Having worked closely with transport operators of heavy vehicles for the last 20 years, we know that there are always fleets at different stages of the spectrum when it comes to how well their safety management systems are implemented.
Technology used by road jurisdictions to enforce compliance is getting better and it’s far easier to put the spotlight on those who fall foul of the laws. For example, penalties for breaches of NHVL Chain of Responsibility (CoR) in 2018 were increased to up to $3 million fines for corporations and $300,000 plus 5 years imprisonment for directors. For the worst of offences. In terms of new areas that need to be addressed, was the inclusion of maintenance management as a responsibility, a closer alignment with WHS laws (including risk management) and new primary duties to ensure safe practices for each party in the logistics chain.
Tying everything back to the Kaizen approach, it’s our argument that management teams should regularly scan their current operational practices to identify areas that can be adjusted. Here is a summary which should work as a good guide.
Checklist of a Safety Management System (SMS) which can be improved:
- Drivers are required to complete safety forms using paper
- Driver fatigue record are manual with fatigue checks not possible until after the fact
- Corrective action processes are manual
- Paper is used to manage runsheets
- Business critical data is stored in Excel spreadsheets
- Administrative staff are used to collate and enter data into systems
- Reliance on the public or police when speed breaches occur
- Issues gaining access to sub contractor’s safety records
- Team members (internal or external) can potentially tamper with safety records
Take a moment to think about your fleet and ask yourself this question; If something went wrong, would you be able to provide the required evidence that your company had taken all-due-diligence approach?
For us, these represent key reasons why transport operators need to make an assessment on where they currently sit and be open to seeing how technology can be used to (a) achieve efficiency by (b) reducing the total amount of moving parts contained within your business.

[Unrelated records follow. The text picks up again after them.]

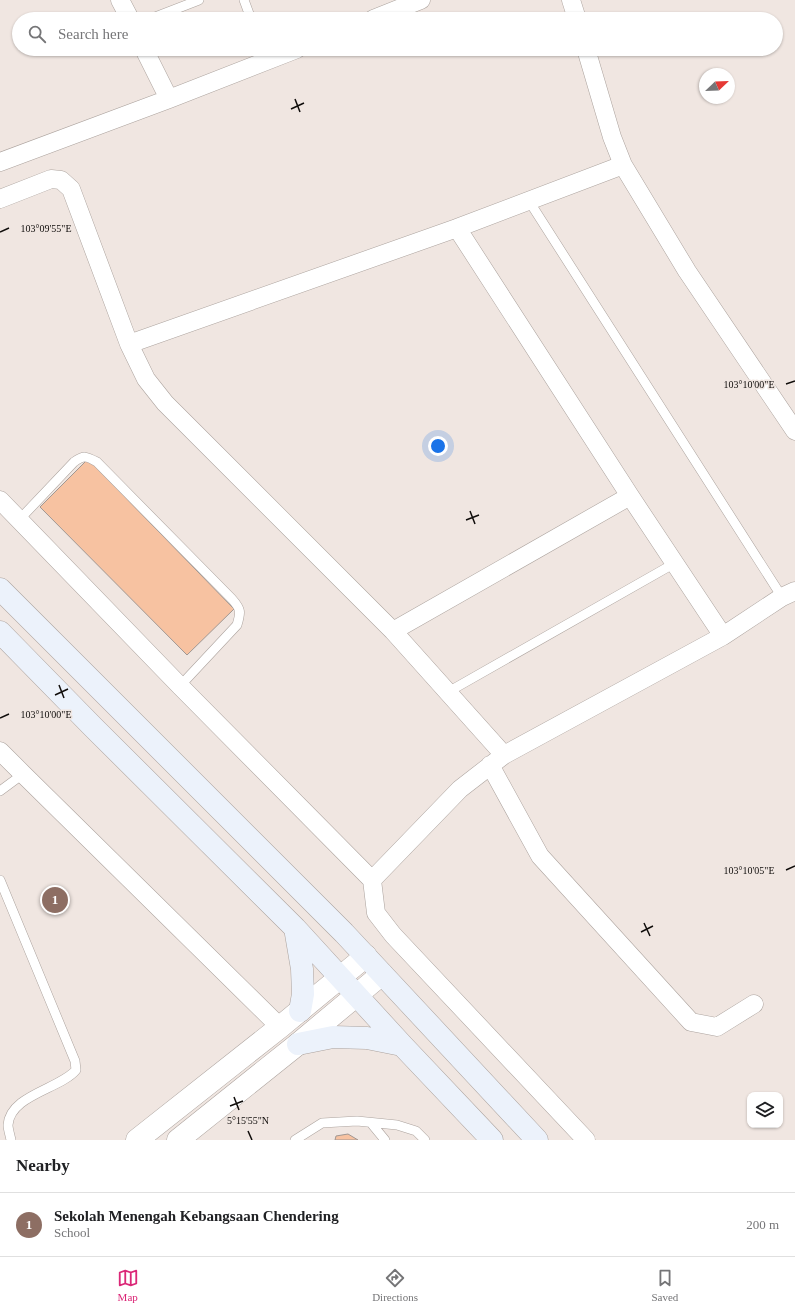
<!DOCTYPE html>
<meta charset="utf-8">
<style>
:root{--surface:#fff;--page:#f6f6f6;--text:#202124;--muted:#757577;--line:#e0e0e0;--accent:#db2777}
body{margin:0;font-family:Georgia,serif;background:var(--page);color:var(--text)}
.controls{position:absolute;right:12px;bottom:12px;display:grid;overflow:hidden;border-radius:8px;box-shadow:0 1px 3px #0004}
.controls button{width:36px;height:36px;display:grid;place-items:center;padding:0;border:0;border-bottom:1px solid var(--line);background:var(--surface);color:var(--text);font:20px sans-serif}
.compass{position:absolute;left:699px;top:68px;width:36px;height:36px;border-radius:50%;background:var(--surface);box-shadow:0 1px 3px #0004;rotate:67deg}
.you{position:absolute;left:438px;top:446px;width:14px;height:14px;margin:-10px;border:3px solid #fff;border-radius:50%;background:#1a73e8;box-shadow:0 0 0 6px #1a73e833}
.badge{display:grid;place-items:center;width:26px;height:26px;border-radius:50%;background:var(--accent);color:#fff;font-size:13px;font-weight:700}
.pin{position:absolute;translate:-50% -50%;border:2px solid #fff;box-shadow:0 1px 4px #0006}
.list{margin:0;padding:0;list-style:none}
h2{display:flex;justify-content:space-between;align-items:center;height:52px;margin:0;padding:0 16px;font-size:17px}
h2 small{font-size:13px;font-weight:400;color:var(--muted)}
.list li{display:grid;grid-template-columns:26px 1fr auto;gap:12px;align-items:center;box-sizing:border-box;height:64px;padding:0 16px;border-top:1px solid var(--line)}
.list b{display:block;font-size:15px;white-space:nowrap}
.list p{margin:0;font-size:13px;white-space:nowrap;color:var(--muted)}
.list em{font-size:13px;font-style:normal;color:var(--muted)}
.icon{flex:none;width:22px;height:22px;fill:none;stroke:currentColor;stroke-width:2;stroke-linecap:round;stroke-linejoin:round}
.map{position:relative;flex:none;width:795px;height:1140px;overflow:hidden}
.search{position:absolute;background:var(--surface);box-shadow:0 1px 3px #0004;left:12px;right:12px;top:12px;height:44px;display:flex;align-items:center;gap:10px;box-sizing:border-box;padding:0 14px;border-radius:22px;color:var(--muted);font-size:15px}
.sheet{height:116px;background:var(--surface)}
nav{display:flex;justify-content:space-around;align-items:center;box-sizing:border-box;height:56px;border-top:1px solid var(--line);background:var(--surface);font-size:11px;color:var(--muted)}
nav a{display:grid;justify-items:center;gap:2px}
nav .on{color:var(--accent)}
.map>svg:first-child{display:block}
.building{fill:#f7c2a1;stroke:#a09792}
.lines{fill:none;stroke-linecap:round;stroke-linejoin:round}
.service-casing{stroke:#aca39e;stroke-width:10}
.minor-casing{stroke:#aca39e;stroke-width:19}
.tertiary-casing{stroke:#aca39e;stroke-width:23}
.secondary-casing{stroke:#aca39e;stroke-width:23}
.service{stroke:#fff;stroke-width:9}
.minor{stroke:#fff;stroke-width:18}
.tertiary{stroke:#fff;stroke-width:22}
.secondary{stroke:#ecf2fb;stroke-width:22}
.ticks{fill:none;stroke:#100d0b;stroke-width:1.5}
.ticks-label{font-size:10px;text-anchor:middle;fill:#100d0b;stroke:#f0e6e1;stroke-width:3;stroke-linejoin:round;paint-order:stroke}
</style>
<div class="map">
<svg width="795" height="1140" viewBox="0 0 795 1140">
<rect width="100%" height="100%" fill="#f0e6e1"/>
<path class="building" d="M88 459 234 609 187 655 40 507Z
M348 1134 358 1140H335L336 1136Z"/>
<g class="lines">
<defs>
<path id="service" d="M244 0 251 19
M150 19 199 0
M529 201 782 597
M19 520 74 462C84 455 86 456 97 462L232 599C241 609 241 612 237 625L180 686
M448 692 675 563
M0 791 23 774
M0 880 75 1061 76 1070C60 1089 10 1095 8 1125 8 1129 10 1135 11 1140
M371 1123 385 1140
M295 1140 322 1123 357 1121 397 1125 416 1131 425 1140"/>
<path id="minor" d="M120 0 130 19
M571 0 577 19
M373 19 421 0
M144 49 169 99
M586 49 612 137 623 165
M0 162 169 99 297 49
M0 199 51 179 61 180 71 189 129 344 146 379 165 403 393 631 630 496
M457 228 630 496 723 636
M129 344 457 228 623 165 687 271 795 431
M0 500 180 686 372 880 376 913 393 935 586 1140
M393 631 504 755
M0 751 23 774 280 1027
M490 765 540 856 691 1022 717 1027 754 1004
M372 880 460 789 504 755 723 636 782 597 795 591"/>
<path id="tertiary" d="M137 1140 280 1027 366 956
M178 1140 298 1044 382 974"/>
<path id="secondary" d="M0 589 344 933 537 1140
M0 632 93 727 295 928 402 1045 492 1140
M295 928 302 969 303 994 300 1011
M298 1044 333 1037 367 1038 402 1045"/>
</defs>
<use href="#service" class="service-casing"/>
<use href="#minor" class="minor-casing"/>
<use href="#tertiary" class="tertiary-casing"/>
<use href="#secondary" class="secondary-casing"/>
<use href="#service" class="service"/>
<use href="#minor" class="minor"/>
<use href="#tertiary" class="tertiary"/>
<use href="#secondary" class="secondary"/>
</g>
<path class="ticks" d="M295 99 300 112M291 109 304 103M0 232 9 228M786 384 795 381M470 511 475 524M466 520 479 515M59 685 64 698M55 695 68 689M0 718 9 714M786 870 795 866M644 923 650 936M641 932 653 926M234 1097 239 1110M230 1106 243 1101M248 1131 252 1140"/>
<g class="ticks-label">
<text x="46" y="232">103°09'55"E</text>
<text x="749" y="388">103°10'00"E</text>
<text x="46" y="718">103°10'00"E</text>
<text x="749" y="874">103°10'05"E</text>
<text x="248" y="1124">5°15'55"N</text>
</g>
</svg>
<div class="controls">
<button><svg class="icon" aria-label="layers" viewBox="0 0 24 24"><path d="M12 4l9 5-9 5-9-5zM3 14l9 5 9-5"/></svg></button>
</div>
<svg class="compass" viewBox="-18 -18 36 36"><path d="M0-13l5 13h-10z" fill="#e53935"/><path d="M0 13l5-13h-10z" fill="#757577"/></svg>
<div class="you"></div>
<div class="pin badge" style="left:55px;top:900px;background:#8d6e63">1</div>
<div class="search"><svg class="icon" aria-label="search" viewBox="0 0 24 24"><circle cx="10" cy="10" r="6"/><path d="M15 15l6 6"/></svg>Search here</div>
</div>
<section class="sheet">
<h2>Nearby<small></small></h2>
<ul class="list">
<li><span class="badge" style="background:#8d6e63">1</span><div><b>Sekolah Menengah Kebangsaan Chendering</b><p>School</p></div><em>200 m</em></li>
</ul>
</section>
<nav>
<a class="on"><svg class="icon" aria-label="map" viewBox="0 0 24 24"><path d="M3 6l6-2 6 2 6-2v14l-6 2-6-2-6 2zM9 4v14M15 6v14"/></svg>Map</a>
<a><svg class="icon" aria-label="directions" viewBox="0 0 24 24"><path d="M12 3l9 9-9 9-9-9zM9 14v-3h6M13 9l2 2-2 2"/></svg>Directions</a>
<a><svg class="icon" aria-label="saved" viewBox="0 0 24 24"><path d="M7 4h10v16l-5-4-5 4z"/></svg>Saved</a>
</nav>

Step to Improve Your Safety Management System:
- Remove paper that is used to collect data and require data entry
- Ensure any improvements are scalable to help your business grow – prove you have systems in place when you bid for jobs.
- To establish a baseline, analyse the systems your competitors have in place
- Ensure structured Change Management processes are in place to introduce new systems
- Address any areas where records can be manipulated by internal or external stakeholders
By taking an integrated approach to your safety management system, we have seen businesses gain rapid returns on investment and improve their risk rating almost immediately by using mobile applications to channel all data into one place. By removing layers of administrative process involved with a reliance on “paper”, time can be freed up to strengthen other areas within the business. Managers are also able to make better decisions by having access to Business Intelligence (BI) dashboards which can show data in real-time.
By digitising runsheets, you are not only able to better manage fatigue, you are able to review jobs in real time, improve run optimisation, which can mean more work can be taken on without having to invest in more drivers and vehicles.
One of the greatest impacts we see of using a single system to manage your operations is the peace of mind that comes with knowing that managers work under a standardised business processes which can future proof the business – thus opening up new opportunities for succession planning and/or selling if desired.
Lastly teams can revert to “exception reporting” which uses technology to automate the process of highlighting where the gaps are which need filling. It’s like an automated audit identifying when there are issues. This allows you to quickly transition and close gaps within your business.